So i still have this and its really bother-some, affects my mood it seems alot. I got an MRI and they gave me a disc, i guess i have to bring to my neurologist. I really help they find something. I dont understand it. Some days its worse and some days its not as bad, buts pretty much always there and sorta goes away when i like lay down, but when i get up it comes back. 

I've read a lot of people on the internet with this and most people have nothing abnormal from a bunch of tests, and I dont know if there is an actual name for this, nor treatment. Thats a scary part is i havent come across a name for this so that means doctors arent really aware of it, thus meaning possibly no studying or treatment, even though many people seem to have this.


----------



## piebald

oh I had the exact same thing. At one point I  actually thought my head was literally going to explode once when i was landing on a plane. the pressure was in the roof of my mouth, and behind my nose and near one eye..it was excruciating!!!!! 
So it turns out it was an OCCLUDED SINUS problem this can happen with dry swollen sinuses or an infection that causes a blockage resulting in TONS of pressure ( i was also putting a lot of stuff up my nose which didn't help)
i was sure was going to die of an aneurysm or some such horrible brain or blood vessel issue but NOPE it was my sinuses...def check that out and see it thats the problem! I didnt think it could be my sinuses because of the intense level of pressure and pain but it was...hope that helps


----------



## kanyeknievel

piebald said:


> oh I had the exact same thing. At one point I  actually thought my head was literally going to explode once when i was landing on a plane. the pressure was in the roof of my mouth, and behind my nose and near one eye..it was excruciating!!!!!
> So it turns out it was an OCCLUDED SINUS problem this can happen with dry swollen sinuses or an infection that causes a blockage resulting in TONS of pressure ( i was also putting a lot of stuff up my nose which didn't help)
> i was sure was going to die of an aneurysm or some such horrible brain or blood vessel issue but NOPE it was my sinuses...def check that out and see it thats the problem! I didnt think it could be my sinuses because of the intense level of pressure and pain but it was...hope that helps



How do you get the sinuses checked out? I went to an ear,nose throat doctor.. he mainly looked at my ear from my ringing in right ear and stuff like that.. dont know if he checked sinuses.

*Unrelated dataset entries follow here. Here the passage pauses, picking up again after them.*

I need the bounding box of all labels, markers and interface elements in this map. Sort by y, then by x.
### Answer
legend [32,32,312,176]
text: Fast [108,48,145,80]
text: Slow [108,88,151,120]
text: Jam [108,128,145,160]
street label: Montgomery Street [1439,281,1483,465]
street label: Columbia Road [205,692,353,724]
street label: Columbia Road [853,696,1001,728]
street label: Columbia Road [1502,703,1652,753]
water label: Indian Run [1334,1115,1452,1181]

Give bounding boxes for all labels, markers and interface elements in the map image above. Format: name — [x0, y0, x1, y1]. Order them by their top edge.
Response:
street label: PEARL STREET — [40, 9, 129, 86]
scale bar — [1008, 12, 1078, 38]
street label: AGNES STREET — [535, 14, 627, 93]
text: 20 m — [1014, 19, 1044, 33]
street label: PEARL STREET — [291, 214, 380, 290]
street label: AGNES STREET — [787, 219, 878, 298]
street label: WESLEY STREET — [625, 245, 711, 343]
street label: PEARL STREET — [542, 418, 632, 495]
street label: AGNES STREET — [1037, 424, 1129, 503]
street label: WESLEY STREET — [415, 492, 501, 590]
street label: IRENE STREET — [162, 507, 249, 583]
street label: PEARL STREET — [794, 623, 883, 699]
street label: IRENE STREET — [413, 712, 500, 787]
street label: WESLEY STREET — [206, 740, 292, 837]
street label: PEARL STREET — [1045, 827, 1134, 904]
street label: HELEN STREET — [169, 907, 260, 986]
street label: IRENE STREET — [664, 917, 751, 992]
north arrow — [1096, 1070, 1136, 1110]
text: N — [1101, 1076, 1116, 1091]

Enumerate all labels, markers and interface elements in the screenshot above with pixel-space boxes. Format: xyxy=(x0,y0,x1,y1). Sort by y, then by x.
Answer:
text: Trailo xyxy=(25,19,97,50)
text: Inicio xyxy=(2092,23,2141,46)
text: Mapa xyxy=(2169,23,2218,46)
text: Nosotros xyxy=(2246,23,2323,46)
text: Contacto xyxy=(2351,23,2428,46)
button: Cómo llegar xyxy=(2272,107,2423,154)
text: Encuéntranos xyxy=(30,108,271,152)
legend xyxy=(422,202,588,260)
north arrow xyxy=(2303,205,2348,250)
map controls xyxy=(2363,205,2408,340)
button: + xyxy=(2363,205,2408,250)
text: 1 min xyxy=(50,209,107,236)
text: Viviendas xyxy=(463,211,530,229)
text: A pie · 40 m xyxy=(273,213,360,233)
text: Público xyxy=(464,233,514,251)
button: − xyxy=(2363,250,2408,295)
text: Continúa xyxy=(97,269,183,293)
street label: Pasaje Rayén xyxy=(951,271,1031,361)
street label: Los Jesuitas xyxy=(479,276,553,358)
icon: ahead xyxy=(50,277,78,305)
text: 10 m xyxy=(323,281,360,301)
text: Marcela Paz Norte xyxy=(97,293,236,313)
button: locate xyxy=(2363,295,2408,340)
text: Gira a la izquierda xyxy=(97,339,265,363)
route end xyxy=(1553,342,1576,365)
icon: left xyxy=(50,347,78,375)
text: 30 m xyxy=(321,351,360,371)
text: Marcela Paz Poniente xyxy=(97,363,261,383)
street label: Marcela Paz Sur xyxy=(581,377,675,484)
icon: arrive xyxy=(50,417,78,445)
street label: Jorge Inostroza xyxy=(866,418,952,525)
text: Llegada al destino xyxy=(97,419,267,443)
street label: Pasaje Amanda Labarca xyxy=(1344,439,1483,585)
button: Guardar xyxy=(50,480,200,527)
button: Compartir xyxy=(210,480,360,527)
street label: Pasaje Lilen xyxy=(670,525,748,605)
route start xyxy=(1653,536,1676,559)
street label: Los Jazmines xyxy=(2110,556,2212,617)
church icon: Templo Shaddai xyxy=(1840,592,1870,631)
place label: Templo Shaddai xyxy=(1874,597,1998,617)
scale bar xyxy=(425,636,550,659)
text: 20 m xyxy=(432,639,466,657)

But also guys i got an MRI done a few weeks ago and they gave me a disc? I dont know what to do with it besides bring it to my neruologist.. but thta appointment isnt like like 2 or 3 weeks! So if there was something wrong or that i needed to know and get medication or anything for.. i would like to know soon. Is there anything I can do with the disc the mri place gave me until then? thats the earliest i can get into the neurologist..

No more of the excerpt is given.